En la actualidad, los filtros bayesianos que detectan el correo indeseado buscan contenidos pornográficos y mensajes fraudulentos en la basura de nuestros ordenadores. Cuando un barco naufraga, el guardacostas recurre a un sistema basado en el teorema de Bayes y localiza a los supervivientes del siniestro, que en ocasiones pueden llevar semanas flotando a la deriva en una o más balsas de fortuna. Con este mismo método descubren los científicos el funcionamiento de los genes y la forma de controlarlos y regularlos. El sistema de Bayes ha logrado ganar incluso algún que otro premio Nobel. Y en las conexiones a Internet, la regla de Bayes tiende sus redes de rastreo y facilita la venta de canciones y películas. Ha penetrado en la informática, en la inteligencia artificial, en las fórmulas de aprendizaje automático, en los pasillos de Wall Street, en la astronomía, en la física, en la seguridad nacional y en algunas grandes empresas como Microsoft y Google. Ayuda a los ordenadores a traducir un determinado texto de una lengua a otra, demoliendo el milenario dilema al que viene enfrentándose el mundo desde la Torre de Babel.

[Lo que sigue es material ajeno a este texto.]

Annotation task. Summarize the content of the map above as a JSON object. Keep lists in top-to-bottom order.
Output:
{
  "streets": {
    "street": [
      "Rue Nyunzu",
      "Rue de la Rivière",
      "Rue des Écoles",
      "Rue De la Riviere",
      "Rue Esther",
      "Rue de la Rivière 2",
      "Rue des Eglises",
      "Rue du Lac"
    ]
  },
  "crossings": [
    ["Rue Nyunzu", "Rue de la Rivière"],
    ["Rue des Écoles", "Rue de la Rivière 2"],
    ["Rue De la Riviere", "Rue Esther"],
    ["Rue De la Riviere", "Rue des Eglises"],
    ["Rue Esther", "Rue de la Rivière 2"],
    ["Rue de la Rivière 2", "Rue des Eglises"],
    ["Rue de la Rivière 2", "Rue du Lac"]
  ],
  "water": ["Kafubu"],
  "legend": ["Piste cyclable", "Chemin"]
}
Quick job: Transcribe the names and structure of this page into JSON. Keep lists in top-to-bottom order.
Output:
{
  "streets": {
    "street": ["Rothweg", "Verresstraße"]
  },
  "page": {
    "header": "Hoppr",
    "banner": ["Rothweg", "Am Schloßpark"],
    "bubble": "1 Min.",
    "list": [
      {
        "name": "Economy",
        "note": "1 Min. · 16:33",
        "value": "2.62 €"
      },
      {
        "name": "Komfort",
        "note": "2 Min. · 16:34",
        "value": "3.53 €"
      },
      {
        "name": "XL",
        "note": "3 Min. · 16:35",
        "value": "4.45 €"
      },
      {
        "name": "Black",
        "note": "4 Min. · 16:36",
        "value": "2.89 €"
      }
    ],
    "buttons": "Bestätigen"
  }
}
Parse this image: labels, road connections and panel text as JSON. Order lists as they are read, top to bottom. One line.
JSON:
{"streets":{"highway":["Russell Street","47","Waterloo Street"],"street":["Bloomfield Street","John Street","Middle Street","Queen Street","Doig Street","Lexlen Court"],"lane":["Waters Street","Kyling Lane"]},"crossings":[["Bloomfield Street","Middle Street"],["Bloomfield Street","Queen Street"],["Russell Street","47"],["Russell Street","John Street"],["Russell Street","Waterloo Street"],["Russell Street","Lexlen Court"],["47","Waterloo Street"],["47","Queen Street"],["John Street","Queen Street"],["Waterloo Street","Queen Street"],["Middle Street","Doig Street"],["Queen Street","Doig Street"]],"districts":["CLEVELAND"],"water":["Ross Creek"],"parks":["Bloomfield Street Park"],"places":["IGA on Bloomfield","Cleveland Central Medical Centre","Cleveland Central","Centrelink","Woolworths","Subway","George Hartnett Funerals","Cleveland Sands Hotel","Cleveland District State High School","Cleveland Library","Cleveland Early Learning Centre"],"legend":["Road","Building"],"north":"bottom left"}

Se ha convertido en una metáfora útil para explicar la forma en que opera y aprende nuestro cerebro. Y los bayesianos más destacados han llegado a actuar incluso como asesores de distintas agencias gubernamentales, ya sea en el ámbito de la energía, en el de la educación o en el de la investigación.

Sin embargo, el alcance de la regla de Bayes no se reduce al de una simple y oscura polémica científica arrumbada por la historia. Nos afecta a todos. Constituye una lógica que permite razonar en el amplio espectro vital que asienta en las zonas grises situadas entre la verdad absoluta y la completa incertidumbre. Al interrogarnos sobre algo, es muy frecuente que la información con que contemos no represente sino una pequeña fracción de toda la que existe. Sin embargo, todo el mundo desea poder realizar predicciones basadas en nuestras experiencias pretéritas, y lo cierto es que acostumbramos a cambiar nuestros puntos de vista al adquirir nueva información. Tras padecer durante largos años el vehemente desdén de muchos eruditos, el teorema de Bayes ha terminado ofreciéndonos un modo de concebir racionalmente el mundo que nos rodea.

El presente libro relata los pormenores que jalonan esta extraordinaria transformación.

Nota: es muy posible que el lector atento advierta que en esta obra se utiliza muchas veces la palabra «probabilidad». En el habla habitual, la mayoría de la gente considera que las voces «probabilidad» (probability), «verosimilitud» (likelihood) y «cuota» de posibilidad (odds) son equivalentes.[P_i] Sin embargo, en la esfera de la estadística no se trata de expresiones sinónimas, puesto que poseen significados técnicos diferentes. Y dado que en esta Teoría inmortal he tratado de emplear correctamente la terminología vigente, el vocablo «probabilidad» aparecerá efectivamente en numerosas ocasiones.